For example, say that you’re learning about lists and run the following code:
>>> list = [1, 2, 3, 4]
>>> list
[1, 2, 3, 4]
In this example, you’ve used list as the name for a list object containing some numbers. This assignment overrides the built-in list() function:
>>> list(range(10))
Traceback (most recent call last):
...
TypeError: 'list' object is not callable
Now, calling list() fails because you’ve overridden the name in your previous code. A quick fix for this issue is to use the del statement to remove the custom variable and recover the original name:
>>> del list # Remove the redefined name
>>> list(range(10))
[0, 1, 2, 3, 4, 5, 6, 7, 8, 9]
If you accidentally reassign a built-in name, then you can run a quick del name statement to remove the redefinition from your scope and restore the original built-in name in your working scope.
A more reliable approach would be to import the builtins module and use fully qualified names:
>>> list = [1, 2, 3, 4]
>>> import builtins
>>> builtins.list(range(10))
[0, 1, 2, 3, 4, 5, 6, 7, 8, 9]
This time, even though you’ve overridden the list name, you can still use the original built-in function because of the fully qualified name builtins.list(), which unambiguously refers to the object in the built-in namespace.

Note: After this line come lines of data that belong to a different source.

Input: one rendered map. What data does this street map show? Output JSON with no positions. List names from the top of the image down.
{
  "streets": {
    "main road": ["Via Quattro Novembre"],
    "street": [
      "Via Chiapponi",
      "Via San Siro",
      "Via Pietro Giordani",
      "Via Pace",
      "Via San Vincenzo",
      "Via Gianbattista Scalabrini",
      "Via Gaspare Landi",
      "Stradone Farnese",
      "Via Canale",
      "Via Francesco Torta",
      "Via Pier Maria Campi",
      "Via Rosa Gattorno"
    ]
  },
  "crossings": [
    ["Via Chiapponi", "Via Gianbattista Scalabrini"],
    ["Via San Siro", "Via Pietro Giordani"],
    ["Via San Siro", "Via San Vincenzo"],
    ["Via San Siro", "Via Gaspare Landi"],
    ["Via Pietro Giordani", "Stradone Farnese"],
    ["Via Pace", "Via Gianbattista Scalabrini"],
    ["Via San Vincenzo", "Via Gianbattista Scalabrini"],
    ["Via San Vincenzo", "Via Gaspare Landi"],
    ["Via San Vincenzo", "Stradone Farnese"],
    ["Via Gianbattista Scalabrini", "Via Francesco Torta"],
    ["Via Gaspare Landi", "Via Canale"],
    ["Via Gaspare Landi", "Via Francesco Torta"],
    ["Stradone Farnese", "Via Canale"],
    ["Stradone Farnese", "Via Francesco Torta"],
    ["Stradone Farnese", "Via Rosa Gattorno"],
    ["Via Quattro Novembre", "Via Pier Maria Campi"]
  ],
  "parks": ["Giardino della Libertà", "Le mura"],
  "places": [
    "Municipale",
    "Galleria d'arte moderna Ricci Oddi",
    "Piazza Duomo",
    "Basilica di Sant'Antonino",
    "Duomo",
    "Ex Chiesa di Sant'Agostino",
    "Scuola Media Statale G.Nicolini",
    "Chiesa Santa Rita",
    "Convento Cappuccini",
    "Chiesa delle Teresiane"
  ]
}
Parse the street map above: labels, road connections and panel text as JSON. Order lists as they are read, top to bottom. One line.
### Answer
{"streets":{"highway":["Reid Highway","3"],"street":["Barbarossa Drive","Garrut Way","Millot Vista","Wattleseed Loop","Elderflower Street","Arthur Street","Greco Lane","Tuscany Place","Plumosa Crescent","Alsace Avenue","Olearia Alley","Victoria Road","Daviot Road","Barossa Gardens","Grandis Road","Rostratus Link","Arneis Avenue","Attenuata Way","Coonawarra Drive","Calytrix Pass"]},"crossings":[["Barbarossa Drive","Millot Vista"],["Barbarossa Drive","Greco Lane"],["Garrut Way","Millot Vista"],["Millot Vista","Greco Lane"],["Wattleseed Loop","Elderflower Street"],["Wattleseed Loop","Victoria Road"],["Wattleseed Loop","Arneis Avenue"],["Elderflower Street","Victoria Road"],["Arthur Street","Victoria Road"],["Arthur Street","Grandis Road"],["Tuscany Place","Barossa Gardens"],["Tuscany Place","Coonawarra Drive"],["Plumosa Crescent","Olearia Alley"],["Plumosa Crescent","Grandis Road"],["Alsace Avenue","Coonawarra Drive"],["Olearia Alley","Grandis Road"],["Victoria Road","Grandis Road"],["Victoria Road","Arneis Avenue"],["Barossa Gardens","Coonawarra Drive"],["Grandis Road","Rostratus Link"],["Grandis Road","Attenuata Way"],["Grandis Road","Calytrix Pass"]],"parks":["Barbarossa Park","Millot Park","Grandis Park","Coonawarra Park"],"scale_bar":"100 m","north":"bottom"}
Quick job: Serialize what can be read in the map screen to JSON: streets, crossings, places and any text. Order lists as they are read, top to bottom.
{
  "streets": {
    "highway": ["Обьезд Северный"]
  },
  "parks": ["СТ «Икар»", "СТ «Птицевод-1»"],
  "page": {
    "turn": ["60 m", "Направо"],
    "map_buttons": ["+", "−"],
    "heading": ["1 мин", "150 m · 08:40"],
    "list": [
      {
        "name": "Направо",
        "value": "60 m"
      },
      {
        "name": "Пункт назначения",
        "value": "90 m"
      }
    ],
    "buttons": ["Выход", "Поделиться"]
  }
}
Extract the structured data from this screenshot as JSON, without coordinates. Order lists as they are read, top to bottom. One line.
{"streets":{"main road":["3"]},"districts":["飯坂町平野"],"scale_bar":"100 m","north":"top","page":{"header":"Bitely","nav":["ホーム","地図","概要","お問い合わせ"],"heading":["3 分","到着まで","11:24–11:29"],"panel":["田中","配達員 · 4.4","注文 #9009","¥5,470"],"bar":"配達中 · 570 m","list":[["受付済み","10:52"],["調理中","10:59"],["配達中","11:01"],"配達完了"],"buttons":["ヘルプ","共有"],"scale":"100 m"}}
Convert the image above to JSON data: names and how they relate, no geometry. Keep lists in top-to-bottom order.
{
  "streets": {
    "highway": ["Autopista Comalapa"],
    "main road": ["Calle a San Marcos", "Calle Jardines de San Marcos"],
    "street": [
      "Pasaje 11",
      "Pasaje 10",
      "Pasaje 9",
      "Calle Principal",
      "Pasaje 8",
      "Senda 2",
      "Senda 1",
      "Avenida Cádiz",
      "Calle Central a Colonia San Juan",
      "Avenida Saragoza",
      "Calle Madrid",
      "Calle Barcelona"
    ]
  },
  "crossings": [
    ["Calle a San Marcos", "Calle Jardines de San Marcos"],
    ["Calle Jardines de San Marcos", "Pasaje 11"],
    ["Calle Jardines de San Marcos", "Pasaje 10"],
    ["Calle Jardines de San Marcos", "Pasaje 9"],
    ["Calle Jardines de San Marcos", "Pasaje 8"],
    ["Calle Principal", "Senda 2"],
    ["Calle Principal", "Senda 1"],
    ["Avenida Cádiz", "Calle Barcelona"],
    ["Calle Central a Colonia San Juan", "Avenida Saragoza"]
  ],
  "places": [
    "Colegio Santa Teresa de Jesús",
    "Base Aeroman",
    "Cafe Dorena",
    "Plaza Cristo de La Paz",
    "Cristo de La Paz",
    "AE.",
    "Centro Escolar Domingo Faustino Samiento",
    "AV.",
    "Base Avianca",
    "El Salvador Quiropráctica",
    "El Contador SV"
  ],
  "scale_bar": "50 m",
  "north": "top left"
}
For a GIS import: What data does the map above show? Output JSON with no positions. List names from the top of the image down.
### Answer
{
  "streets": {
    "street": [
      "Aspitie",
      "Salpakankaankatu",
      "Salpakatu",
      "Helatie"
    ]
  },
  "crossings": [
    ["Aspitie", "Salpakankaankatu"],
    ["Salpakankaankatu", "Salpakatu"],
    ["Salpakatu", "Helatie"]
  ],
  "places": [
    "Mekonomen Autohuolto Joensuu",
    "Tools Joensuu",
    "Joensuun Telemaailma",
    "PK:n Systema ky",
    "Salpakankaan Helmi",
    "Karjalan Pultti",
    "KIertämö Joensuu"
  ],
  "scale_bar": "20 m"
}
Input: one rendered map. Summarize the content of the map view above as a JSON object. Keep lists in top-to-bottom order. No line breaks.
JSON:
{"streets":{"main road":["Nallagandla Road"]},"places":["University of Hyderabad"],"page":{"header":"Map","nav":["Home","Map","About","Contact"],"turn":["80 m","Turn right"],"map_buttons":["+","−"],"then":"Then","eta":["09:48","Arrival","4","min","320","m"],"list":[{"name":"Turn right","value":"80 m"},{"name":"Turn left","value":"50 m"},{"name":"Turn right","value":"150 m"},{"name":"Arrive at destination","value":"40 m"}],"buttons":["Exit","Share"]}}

Managing Namespace Dictionaries
Python provides two built-in functions, globals() and locals(), that allow you to access the global and local namespace dictionaries. These functions give you direct access to the content of both namespaces, which are implemented as dictionaries.
In the following sections, you’ll learn how to use globals() and locals() in your code. You’ll also get to know a critical difference between these built-in functions.
The globals() Function
The built-in globals() function returns a reference to the current global namespace dictionary. You can use it to access the objects in the global namespace. Here’s what it looks like when you start a REPL session:
>>> type(globals())
<class 'dict'>
>>> globals()
{
'__name__': '__main__',
'__doc__': None,
'__package__': '_pyrepl',
...
}
As you can see, the Python interpreter automatically adds several entries in globals(). Depending on your Python version and operating system, this may look a little different in your environment, but it should be similar.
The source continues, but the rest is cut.